Behind The Artworks: ABSTRACTED - Hiraeth (2026)


The visual concept of the album directly reflects the meaning of the word Hiraeth: a deep longing for something that can never truly be recovered — a home, a state of mind, or a lost version of oneself.

The artwork represents this emotional and existential displacement. It is not merely nostalgia, but a permanent absence — a void that follows the entire journey of the album. Each track is a fragment of this impossible search for belonging, balance, and redemption.

The artwork of Axis is built around archetypal and universal symbols that reinforce the album’s core concept: balance, duality, and transformation.

The burning tower, standing at the edge of the sea, represents human-made structures — belief systems, ideologies, dogmas, or mental states — reaching their point of collapse. Fire symbolizes destruction, but also purification and renewal: something must fall in order for something else to emerge. Its isolation, surrounded by water, suggests an internal and inevitable breakdown, almost ritualistic in nature.

The sea symbolizes the unconscious, the continuous flow of existence, and time itself. It both separates and connects the elements in the scene, acting as the space where transformation occurs — never static, always in motion.

In contrast, the stag embodies nature, intuition, spirituality, and a connection to something primordial. Across many cultures, the stag is seen as a guide between worlds, a symbol of renewal, awareness, and inner balance. While the tower burns — a product of human construction and control — the stag stands firm, representing the natural equilibrium that exists beyond artificial structures.

The sunlight serves as a symbol of clarity, consciousness, and revelation.
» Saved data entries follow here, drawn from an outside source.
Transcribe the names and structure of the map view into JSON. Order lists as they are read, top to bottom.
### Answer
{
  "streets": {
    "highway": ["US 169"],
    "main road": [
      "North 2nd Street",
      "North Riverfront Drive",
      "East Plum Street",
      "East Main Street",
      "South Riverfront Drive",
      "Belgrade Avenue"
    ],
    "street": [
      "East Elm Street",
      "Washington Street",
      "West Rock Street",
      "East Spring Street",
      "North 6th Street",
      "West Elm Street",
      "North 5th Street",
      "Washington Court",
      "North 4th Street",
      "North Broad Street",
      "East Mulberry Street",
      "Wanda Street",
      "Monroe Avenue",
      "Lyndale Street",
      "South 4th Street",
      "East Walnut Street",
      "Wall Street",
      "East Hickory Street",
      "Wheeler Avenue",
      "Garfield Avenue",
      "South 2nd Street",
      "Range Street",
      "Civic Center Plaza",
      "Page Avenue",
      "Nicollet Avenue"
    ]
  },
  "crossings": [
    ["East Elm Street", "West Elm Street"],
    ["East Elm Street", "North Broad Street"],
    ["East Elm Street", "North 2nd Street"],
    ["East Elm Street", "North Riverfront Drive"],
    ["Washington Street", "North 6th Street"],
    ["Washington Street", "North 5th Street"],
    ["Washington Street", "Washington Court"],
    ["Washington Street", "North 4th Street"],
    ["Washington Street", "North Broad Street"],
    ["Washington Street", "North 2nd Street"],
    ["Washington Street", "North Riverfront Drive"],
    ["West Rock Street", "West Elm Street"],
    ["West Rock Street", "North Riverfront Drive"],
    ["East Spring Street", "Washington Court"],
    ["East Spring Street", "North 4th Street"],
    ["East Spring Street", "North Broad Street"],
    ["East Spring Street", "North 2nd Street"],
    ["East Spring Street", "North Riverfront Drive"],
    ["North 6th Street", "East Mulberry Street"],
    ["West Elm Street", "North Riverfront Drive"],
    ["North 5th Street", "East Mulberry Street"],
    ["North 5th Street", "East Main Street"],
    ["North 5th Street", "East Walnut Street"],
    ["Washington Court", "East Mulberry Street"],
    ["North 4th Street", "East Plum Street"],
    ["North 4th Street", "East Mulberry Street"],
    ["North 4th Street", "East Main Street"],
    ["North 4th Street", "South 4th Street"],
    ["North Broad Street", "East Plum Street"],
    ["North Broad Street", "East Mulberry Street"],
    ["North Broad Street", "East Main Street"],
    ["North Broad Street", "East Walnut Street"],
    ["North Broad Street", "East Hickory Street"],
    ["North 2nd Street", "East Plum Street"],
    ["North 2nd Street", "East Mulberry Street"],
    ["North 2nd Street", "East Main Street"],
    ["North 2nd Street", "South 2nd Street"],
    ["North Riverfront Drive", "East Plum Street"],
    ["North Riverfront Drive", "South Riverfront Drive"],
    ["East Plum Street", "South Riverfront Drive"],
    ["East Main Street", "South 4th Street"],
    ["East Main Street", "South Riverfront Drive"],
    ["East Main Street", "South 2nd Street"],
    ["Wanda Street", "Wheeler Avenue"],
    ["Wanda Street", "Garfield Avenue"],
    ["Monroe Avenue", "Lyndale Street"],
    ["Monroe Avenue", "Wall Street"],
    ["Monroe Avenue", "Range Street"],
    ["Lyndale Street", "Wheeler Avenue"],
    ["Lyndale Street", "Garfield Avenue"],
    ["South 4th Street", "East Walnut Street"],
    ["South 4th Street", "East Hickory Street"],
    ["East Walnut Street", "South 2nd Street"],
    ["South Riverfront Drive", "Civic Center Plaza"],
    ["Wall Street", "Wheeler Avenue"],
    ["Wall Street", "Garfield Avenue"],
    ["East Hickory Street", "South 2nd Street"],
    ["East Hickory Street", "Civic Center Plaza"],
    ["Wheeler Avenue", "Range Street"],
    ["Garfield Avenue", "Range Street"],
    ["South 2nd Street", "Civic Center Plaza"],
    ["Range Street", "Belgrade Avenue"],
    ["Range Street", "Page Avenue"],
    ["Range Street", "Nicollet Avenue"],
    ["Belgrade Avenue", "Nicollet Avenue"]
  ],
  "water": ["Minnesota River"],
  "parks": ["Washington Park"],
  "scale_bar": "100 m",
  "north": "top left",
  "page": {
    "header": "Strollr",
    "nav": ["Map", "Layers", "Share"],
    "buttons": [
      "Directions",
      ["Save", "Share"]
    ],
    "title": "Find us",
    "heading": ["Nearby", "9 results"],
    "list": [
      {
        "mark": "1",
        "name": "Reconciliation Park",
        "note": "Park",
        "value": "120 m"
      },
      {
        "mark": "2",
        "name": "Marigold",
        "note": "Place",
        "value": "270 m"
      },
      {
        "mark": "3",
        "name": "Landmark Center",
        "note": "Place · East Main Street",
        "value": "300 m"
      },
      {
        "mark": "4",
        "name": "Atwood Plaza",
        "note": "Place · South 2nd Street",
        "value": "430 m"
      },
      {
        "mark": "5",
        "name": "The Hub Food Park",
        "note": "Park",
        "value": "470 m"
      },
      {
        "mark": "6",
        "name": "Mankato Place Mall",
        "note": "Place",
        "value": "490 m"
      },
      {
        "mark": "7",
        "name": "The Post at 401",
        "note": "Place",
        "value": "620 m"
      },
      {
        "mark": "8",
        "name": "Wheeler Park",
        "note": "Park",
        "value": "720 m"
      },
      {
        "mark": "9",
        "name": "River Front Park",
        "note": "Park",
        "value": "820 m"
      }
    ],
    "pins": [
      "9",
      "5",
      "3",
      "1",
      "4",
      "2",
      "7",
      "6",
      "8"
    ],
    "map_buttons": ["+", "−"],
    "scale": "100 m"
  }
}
It illuminates the scene without interfering, reinforcing the idea of witnessing and accepting the cycle of destruction and rebirth.

The reverse artwork of the record directly mirrors the cover, presenting the opposite state: day and night, light and shadow, consciousness and the unconscious. Together, they function as a yin and yang, where opposing forces do not cancel each other out, but instead coexist and complete one another. One cannot exist without the other.

This visual dialogue strengthens the concept behind Axis: everything revolves around an invisible central axis. Losing this axis leads to imbalance and collapse; rediscovering it restores equilibrium. The cover and the reverse are not separate images, but two perspectives of the same reality — two states within the same cycle.

Ultimately, the artwork visually translates what the album conveys musically and lyrically: the search for balance amid rupture, the reconnection with essence after collapse, and the acceptance of duality as an inherent part of existence.